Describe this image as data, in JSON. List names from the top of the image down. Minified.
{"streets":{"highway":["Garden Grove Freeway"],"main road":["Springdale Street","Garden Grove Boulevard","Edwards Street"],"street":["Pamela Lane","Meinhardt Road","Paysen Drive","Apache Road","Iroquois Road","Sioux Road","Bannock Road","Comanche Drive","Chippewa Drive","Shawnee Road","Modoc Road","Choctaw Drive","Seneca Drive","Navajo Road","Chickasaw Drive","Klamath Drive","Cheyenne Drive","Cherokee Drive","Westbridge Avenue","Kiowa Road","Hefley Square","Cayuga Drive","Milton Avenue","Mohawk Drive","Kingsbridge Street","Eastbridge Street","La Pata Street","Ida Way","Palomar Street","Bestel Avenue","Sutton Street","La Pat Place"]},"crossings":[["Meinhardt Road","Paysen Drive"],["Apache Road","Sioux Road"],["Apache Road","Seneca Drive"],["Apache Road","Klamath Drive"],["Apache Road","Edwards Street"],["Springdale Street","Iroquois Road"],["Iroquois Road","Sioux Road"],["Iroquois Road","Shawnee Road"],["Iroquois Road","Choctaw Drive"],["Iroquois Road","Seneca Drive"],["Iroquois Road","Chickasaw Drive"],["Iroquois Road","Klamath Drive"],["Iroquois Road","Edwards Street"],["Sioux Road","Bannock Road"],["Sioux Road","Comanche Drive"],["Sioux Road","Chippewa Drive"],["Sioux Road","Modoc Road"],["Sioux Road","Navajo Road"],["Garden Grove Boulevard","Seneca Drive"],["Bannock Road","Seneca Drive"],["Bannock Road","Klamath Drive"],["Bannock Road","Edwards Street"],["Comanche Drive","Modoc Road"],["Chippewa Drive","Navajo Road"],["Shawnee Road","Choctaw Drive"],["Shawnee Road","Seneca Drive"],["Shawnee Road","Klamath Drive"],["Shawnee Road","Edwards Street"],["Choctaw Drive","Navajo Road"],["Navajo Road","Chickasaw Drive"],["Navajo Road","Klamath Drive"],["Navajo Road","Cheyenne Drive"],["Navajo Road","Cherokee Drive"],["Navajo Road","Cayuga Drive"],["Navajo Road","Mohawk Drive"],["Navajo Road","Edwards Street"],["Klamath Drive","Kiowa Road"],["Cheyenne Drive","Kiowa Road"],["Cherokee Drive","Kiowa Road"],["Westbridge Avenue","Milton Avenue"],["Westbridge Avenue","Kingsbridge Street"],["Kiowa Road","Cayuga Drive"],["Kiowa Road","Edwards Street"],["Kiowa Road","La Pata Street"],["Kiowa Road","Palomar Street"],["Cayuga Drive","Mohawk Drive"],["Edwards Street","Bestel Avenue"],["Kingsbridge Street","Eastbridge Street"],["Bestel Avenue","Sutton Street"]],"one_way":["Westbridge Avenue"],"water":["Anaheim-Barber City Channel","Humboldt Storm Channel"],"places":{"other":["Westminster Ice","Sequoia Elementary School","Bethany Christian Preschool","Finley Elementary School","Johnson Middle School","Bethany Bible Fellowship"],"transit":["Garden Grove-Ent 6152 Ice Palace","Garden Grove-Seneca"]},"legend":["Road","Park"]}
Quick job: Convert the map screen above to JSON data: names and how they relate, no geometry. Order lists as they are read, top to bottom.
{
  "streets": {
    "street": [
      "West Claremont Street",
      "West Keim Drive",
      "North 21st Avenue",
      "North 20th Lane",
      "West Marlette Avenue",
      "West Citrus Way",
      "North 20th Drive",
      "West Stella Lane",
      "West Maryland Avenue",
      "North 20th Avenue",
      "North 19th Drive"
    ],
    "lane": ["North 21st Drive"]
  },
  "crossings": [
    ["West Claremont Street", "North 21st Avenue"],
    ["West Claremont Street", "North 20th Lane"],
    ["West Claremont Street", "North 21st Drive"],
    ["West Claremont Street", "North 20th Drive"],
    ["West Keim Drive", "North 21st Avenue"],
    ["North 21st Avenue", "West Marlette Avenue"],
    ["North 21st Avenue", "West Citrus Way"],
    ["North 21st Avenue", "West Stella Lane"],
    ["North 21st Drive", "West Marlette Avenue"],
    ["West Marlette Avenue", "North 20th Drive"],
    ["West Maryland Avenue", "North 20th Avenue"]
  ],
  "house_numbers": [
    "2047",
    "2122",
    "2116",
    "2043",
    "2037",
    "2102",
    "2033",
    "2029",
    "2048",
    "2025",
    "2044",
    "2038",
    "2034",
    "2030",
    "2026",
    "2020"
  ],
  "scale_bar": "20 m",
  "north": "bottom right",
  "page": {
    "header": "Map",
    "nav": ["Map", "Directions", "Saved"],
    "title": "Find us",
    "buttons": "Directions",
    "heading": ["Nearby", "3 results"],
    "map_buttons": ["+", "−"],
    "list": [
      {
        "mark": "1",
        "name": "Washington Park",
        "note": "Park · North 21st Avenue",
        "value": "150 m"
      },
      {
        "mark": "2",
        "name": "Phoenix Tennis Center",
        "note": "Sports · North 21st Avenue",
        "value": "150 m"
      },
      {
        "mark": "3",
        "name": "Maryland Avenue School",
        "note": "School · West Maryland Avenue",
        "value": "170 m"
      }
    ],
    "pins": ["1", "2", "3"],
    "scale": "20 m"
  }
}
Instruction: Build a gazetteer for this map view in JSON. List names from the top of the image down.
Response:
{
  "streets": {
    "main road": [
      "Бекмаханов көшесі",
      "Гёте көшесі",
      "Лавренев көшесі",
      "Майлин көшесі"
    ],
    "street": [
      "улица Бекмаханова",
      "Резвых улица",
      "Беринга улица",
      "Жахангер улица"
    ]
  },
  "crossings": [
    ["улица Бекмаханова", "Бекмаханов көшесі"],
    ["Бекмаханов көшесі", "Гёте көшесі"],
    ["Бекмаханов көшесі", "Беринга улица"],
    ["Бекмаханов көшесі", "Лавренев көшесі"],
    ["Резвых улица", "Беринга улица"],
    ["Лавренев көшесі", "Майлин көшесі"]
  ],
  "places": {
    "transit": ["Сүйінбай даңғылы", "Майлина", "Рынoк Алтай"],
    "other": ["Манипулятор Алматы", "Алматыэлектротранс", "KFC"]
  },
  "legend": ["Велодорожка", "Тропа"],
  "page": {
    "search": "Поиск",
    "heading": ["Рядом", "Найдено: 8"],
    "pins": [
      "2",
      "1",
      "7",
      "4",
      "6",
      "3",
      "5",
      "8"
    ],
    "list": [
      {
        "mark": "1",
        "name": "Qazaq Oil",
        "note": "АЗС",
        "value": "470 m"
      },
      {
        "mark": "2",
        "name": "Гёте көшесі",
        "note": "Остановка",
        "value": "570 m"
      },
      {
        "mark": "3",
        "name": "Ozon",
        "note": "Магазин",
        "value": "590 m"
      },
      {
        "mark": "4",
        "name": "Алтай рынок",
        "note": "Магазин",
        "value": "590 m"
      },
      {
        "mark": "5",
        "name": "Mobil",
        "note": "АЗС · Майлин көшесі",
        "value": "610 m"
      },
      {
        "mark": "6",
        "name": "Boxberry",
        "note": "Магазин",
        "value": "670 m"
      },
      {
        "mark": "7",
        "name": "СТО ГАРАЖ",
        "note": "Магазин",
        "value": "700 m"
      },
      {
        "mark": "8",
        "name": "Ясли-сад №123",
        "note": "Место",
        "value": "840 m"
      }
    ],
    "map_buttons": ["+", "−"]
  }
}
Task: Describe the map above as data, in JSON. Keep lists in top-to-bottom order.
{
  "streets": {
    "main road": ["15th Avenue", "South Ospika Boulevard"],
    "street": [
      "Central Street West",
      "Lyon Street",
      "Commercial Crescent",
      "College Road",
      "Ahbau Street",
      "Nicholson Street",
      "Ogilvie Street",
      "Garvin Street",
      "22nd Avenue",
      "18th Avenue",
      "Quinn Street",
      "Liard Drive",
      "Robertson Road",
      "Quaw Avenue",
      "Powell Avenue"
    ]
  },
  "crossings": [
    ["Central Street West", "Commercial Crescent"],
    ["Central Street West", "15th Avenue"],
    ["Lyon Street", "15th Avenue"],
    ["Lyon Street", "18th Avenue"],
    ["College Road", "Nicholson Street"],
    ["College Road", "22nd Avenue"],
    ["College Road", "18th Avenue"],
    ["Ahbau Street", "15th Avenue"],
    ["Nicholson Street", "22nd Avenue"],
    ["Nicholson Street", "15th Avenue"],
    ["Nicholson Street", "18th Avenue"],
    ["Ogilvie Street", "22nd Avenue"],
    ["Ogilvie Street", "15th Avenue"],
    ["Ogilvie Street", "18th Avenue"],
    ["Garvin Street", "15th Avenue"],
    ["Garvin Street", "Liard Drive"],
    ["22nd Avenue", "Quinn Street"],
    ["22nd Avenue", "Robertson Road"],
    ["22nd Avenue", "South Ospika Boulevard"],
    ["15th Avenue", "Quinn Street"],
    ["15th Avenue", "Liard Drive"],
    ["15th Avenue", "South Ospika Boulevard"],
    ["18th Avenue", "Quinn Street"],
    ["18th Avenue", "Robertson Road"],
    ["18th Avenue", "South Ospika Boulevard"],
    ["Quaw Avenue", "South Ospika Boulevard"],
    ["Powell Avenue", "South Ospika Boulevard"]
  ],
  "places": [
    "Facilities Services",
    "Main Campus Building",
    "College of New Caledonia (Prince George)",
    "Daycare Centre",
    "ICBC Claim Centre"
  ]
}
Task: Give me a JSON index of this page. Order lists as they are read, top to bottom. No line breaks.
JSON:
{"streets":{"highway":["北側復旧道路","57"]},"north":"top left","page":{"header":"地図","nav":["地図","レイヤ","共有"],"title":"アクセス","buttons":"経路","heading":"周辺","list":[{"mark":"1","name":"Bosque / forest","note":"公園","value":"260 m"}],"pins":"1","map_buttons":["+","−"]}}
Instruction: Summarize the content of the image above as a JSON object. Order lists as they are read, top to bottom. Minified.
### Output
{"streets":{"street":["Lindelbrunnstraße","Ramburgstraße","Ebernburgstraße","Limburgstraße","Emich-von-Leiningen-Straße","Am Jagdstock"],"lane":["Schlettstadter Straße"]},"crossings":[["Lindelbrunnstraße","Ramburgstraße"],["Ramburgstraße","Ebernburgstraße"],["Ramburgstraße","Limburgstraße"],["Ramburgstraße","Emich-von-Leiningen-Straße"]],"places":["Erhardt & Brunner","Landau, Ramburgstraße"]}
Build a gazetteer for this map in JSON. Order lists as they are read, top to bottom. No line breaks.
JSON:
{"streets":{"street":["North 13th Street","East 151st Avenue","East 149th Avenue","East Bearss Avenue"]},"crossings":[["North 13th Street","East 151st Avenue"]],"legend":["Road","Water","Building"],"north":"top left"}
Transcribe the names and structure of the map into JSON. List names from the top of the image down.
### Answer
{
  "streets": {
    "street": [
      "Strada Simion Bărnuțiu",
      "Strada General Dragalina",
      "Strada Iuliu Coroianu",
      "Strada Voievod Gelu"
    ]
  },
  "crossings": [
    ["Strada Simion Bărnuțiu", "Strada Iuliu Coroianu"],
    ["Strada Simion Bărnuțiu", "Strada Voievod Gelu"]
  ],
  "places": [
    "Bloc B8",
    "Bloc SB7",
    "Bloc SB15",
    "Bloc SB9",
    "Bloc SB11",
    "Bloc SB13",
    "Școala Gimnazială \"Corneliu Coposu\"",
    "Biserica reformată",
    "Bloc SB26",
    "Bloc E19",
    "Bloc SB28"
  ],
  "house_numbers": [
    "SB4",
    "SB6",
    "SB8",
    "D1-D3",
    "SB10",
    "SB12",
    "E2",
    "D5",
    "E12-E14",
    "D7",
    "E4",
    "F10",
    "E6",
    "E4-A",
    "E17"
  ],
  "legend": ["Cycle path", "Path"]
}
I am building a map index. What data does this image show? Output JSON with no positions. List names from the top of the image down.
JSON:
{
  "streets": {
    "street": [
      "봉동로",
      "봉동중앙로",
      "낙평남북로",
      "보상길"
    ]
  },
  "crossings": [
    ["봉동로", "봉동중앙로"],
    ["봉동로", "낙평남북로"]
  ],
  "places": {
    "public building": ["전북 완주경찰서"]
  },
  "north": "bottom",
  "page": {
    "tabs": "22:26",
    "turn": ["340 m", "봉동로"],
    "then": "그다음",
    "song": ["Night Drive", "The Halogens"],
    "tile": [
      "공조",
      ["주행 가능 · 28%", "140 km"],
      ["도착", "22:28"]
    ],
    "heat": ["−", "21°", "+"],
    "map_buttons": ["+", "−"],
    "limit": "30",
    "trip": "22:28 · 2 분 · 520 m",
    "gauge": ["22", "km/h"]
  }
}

----------

Show me every line in the data above that includes "Citrus".

      "West Citrus Way",
    ["North 21st Avenue", "West Citrus Way"],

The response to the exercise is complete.